▼▼▼

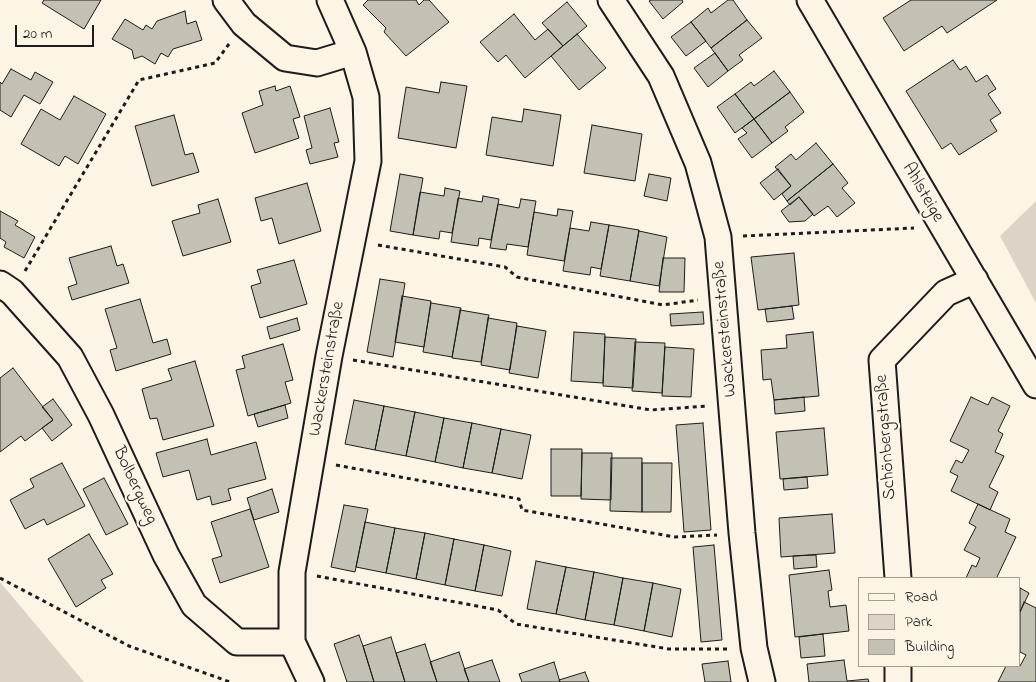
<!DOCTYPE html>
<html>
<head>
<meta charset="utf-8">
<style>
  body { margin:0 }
  #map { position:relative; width:1036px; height:682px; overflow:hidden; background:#fcf5e5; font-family:"Indie Flower",sans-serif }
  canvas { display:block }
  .legend { position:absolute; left:858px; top:577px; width:162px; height:90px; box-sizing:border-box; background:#fcf5e5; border:1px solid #a29e95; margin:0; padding:6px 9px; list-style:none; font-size:15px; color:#1c1c1c }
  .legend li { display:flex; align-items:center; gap:10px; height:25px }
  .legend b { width:25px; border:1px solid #a29e95 }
  .scale { position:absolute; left:15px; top:25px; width:79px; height:22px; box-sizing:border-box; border:2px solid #1c1c1c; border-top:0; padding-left:6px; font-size:15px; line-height:18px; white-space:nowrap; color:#1c1c1c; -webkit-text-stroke:4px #fcf5e5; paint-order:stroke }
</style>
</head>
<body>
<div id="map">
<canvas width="1036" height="682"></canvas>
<ul class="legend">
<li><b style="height:6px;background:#fcf5e5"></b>Road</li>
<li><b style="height:14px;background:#dbd5c8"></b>Park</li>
<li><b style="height:14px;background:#c4c0b3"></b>Building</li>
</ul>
<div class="scale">20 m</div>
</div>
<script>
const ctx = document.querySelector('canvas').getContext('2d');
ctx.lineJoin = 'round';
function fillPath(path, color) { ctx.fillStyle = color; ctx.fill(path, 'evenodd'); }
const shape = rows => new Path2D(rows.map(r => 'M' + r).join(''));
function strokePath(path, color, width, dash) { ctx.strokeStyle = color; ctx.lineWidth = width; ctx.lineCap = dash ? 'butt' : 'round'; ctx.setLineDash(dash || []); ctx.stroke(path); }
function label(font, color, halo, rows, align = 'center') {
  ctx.font = font + ' "Indie Flower",sans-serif'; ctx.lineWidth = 4.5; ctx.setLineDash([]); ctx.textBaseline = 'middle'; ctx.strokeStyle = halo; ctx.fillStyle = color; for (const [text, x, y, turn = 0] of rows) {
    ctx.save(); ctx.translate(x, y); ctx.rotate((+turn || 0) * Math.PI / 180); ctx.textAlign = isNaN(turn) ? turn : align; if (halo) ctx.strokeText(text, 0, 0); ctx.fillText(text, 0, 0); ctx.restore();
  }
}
const green = shape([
  [1036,201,1036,303,1000,236],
  [0,582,84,682,0,682]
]);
const building = shape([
  [44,0,101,0,84,29,42,3,44,0],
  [368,0,416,0,419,5,424,0,429,0,449,22,406,56,384,32,386,28,363,5,368,0],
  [651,0,682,0,683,2,663,19,649,1,651,0],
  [728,0,733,0,747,20,711,48,691,22,708,8,711,13,728,0],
  [911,0,997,0,947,33,942,26,904,51,883,18,911,0],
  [567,2,587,26,563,46,542,23,567,2],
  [185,11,187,24,196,21,202,40,173,49,168,57,161,53,155,64,142,56,134,59,132,50,112,39,125,19,143,30,146,25,152,29,157,21,185,11],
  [514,14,535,40,548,29,563,46,525,78,506,55,498,62,480,42,514,14],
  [747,20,762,38,739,55,743,60,728,71,711,48,747,20],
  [691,22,706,41,686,56,671,37,691,22],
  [577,34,606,68,579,90,551,56,577,34],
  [715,53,728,71,708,87,694,68,715,53],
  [953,60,960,70,966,66,976,82,987,75,996,89,988,94,1001,113,990,120,997,131,959,155,951,143,942,149,906,91,953,60],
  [11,69,31,80,35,72,53,82,40,104,24,95,11,117,0,110,0,82,2,84,11,69],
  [774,71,790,92,754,119,735,94,751,82,754,86,774,71],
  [441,82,467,86,456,148,398,138,406,87,439,93,441,82],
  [275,86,276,91,290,86,300,117,293,119,299,138,255,153,242,113,263,105,259,91,275,86],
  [790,92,804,112,785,127,788,131,772,143,754,119,790,92],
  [735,94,754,119,735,133,717,107,735,94],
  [74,96,106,114,78,164,65,156,59,166,21,144,41,109,60,120,74,96],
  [330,108,339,142,334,143,338,157,310,164,306,150,312,148,304,116,330,108],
  [524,109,561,115,553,166,486,155,492,117,522,122,524,109],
  [174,115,185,155,193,153,199,172,152,186,135,126,174,115],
  [754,119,772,143,752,158,738,139,747,133,742,128,754,119],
  [592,125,642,134,635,181,584,173,592,125],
  [816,143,833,164,787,201,782,194,791,186,775,167,791,154,796,160,816,143],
  [833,164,848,183,842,188,855,203,837,217,828,206,814,216,799,197,790,205,787,201,833,164],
  [778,169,791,186,774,200,760,183,778,169],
  [400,174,423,178,413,235,390,231,400,174],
  [649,174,671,178,667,201,644,196,649,174],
  [307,183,321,231,279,244,272,218,261,221,255,198,307,183],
  [445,188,460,191,452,233,440,231,439,239,413,235,420,192,444,196,445,188],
  [483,196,499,199,491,240,479,238,478,246,451,242,458,198,482,202,483,196],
  [799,197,813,214,805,221,789,222,781,211,799,197],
  [218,199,231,242,183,256,172,221,200,213,198,205,218,199],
  [521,199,536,201,528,247,507,244,506,250,490,248,498,204,519,208,521,199],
  [558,209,573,211,564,261,527,255,534,212,557,216,558,209],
  [0,211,18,221,15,225,35,237,24,258,4,247,6,242,0,238,0,211],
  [591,222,609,225,601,269,591,267,590,275,563,271,570,228,589,231,591,222],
  [609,225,639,230,630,281,600,276,609,225],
  [639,231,667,237,659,286,630,281,639,231],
  [111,246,117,266,123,264,129,283,72,300,68,287,77,284,69,258,111,246],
  [794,253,799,305,758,310,751,257,794,253],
  [663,258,685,258,684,292,659,292,663,258],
  [294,260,307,304,260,318,251,286,261,283,257,270,294,260],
  [380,279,405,283,393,357,367,352,380,279],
  [402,296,431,301,424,347,395,342,402,296],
  [140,299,153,343,167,339,171,354,116,371,110,350,117,348,105,309,140,299],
  [431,303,461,308,452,357,423,352,431,303],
  [792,306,794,319,767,322,765,309,792,306],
  [460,310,489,315,481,362,452,358,460,310],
  [703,312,704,324,671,326,670,314,703,312],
  [297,318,300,330,270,339,267,327,297,318],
  [488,318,517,323,510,370,481,365,488,318],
  [517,326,546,331,538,378,509,373,517,326],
  [574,332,605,334,603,383,571,381,574,332],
  [813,332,819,396,774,400,771,379,763,380,761,350,787,348,786,335,813,332],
  [605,337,636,339,633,388,603,386,605,337],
  [635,342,665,343,662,393,632,391,635,342],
  [283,344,293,380,285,382,291,403,248,416,236,370,245,368,242,356,283,344],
  [665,347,694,349,691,397,662,396,665,347],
  [195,361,214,426,163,440,157,418,150,419,142,389,172,380,168,369,195,361],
  [13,368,53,420,25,441,21,436,0,452,0,378,13,368],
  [804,397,805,411,775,414,774,400,804,397],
  [971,397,988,405,992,397,1010,406,998,431,1003,434,995,452,1004,456,989,487,998,492,990,510,951,491,958,476,950,472,956,460,962,463,969,450,950,441,971,397],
  [53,399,72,425,52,441,42,428,53,420,42,407,53,399],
  [354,400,384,406,375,450,345,444,354,400],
  [285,405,288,418,258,427,254,414,285,405],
  [384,406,415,412,406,456,375,450,384,406],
  [415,412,444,418,435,462,406,456,415,412],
  [444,418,472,423,463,468,435,462,444,418],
  [472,423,501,429,492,473,463,468,472,423],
  [703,423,711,530,684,532,676,425,703,423],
  [824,428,828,475,780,479,776,432,824,428],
  [501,429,531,435,522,479,492,473,501,429],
  [207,439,211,455,256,442,266,479,228,489,231,500,212,505,210,496,197,500,189,470,163,477,156,453,207,439],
  [551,449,582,449,581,496,551,496,551,449],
  [582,453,612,453,611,500,581,499,582,453],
  [611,458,642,458,642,512,610,511,611,458],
  [62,463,85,506,47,525,44,519,25,529,10,500,34,487,30,479,62,463],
  [642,463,672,463,671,512,642,512,642,463],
  [807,477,808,488,784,490,783,479,807,477],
  [104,478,128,524,106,535,83,489,104,478],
  [272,489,279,512,254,520,247,498,272,489],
  [978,504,1010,519,1005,532,1016,537,997,577,999,578,966,578,972,565,976,567,980,558,964,550,976,527,969,523,978,504],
  [344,505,368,509,355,572,331,567,344,505],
  [250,509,269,567,220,583,212,559,222,556,211,522,250,509],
  [832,514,835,553,781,557,779,518,832,514],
  [365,522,395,528,386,573,356,567,365,522],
  [395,528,425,533,416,579,386,573,395,528],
  [425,533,454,539,445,585,416,579,425,533],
  [89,534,113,574,101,580,106,588,76,607,48,559,89,534],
  [454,539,484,545,475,591,445,585,454,539],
  [484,545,511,551,502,596,475,591,484,545],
  [714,545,722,640,701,642,693,547,714,545],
  [816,555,817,567,794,569,793,556,816,555],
  [536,561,566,567,556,614,527,609,536,561],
  [566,567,594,572,585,620,556,614,566,567],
  [829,570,832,590,828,591,830,607,846,605,849,631,795,637,789,575,829,570],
  [594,572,623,578,614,625,585,620,594,572],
  [623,578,653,583,644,631,614,625,623,578],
  [653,583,681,589,672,637,644,631,653,583],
  [1020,588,1029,593,1020,612,1020,588],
  [1024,602,1036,608,1036,682,998,682,1006,666,1020,666,1026,655,1020,652,1020,612,1024,602],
  [823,634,825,656,801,658,799,637,823,634],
  [359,635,363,646,374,682,347,682,334,644,359,635],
  [391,637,405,682,374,682,363,646,391,637],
  [425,644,437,682,405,682,396,653,425,644],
  [459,652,469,682,437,682,430,662,459,652],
  [492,660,500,682,469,682,464,669,492,660],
  [844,660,847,681,868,679,869,682,809,682,807,664,844,660],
  [728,661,731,682,705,682,702,664,728,661],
  [554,662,560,682,522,682,519,674,554,662],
  [585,672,589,682,560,682,559,680,585,672]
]);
const path = shape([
  [743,236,914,228],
  [378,245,505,267,517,277,663,305,698,300],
  [25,271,139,80,215,63,229,44],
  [353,360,651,410,708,406],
  [336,465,519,499,522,510,675,537,717,535],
  [317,576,498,610,516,624,669,649,728,649],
  [0,578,129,646,230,682]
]);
const street = shape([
  [226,0,244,24,285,58,317,63,353,52],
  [611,0,661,76,698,163,718,237,742,533,754,648,762,682],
  [810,0,1036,385],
  [0,284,12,292,70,357,101,415,166,555,194,605,237,642,292,642],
  [898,578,882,360,946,293,975,280],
  [311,682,292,642,292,572,329,356,368,161,366,97,353,52,330,0],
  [898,682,898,666]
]);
const streetNames = [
  ["Ahlsteige",922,193,60],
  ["Wackersteinstraße",726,329,-95],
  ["Wackersteinstraße",328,369,-80],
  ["Schönbergstraße",887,437,-94],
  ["Bolbergweg",134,486,65]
];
fillPath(green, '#dbd5c8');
fillPath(building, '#c4c0b3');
strokePath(building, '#1c1c1c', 1);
strokePath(street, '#1c1c1c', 29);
strokePath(path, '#1c1c1c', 3, [4, 4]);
strokePath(street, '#fcf5e5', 25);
label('18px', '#1c1c1c', '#fcf5e5', streetNames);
</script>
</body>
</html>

▲▲▲

### WORK TASK
Copy out the range of lines above starting at the line with "ctx.lineJoin = 'round';" and ending at the line with "[0,582,84,682,0,682]", exactly and including both.

### RESPONSE TO THE TASK
ctx.lineJoin = 'round';
function fillPath(path, color) { ctx.fillStyle = color; ctx.fill(path, 'evenodd'); }
const shape = rows => new Path2D(rows.map(r => 'M' + r).join(''));
function strokePath(path, color, width, dash) { ctx.strokeStyle = color; ctx.lineWidth = width; ctx.lineCap = dash ? 'butt' : 'round'; ctx.setLineDash(dash || []); ctx.stroke(path); }
function label(font, color, halo, rows, align = 'center') {
  ctx.font = font + ' "Indie Flower",sans-serif'; ctx.lineWidth = 4.5; ctx.setLineDash([]); ctx.textBaseline = 'middle'; ctx.strokeStyle = halo; ctx.fillStyle = color; for (const [text, x, y, turn = 0] of rows) {
    ctx.save(); ctx.translate(x, y); ctx.rotate((+turn || 0) * Math.PI / 180); ctx.textAlign = isNaN(turn) ? turn : align; if (halo) ctx.strokeText(text, 0, 0); ctx.fillText(text, 0, 0); ctx.restore();
  }
}
const green = shape([
  [1036,201,1036,303,1000,236],
  [0,582,84,682,0,682]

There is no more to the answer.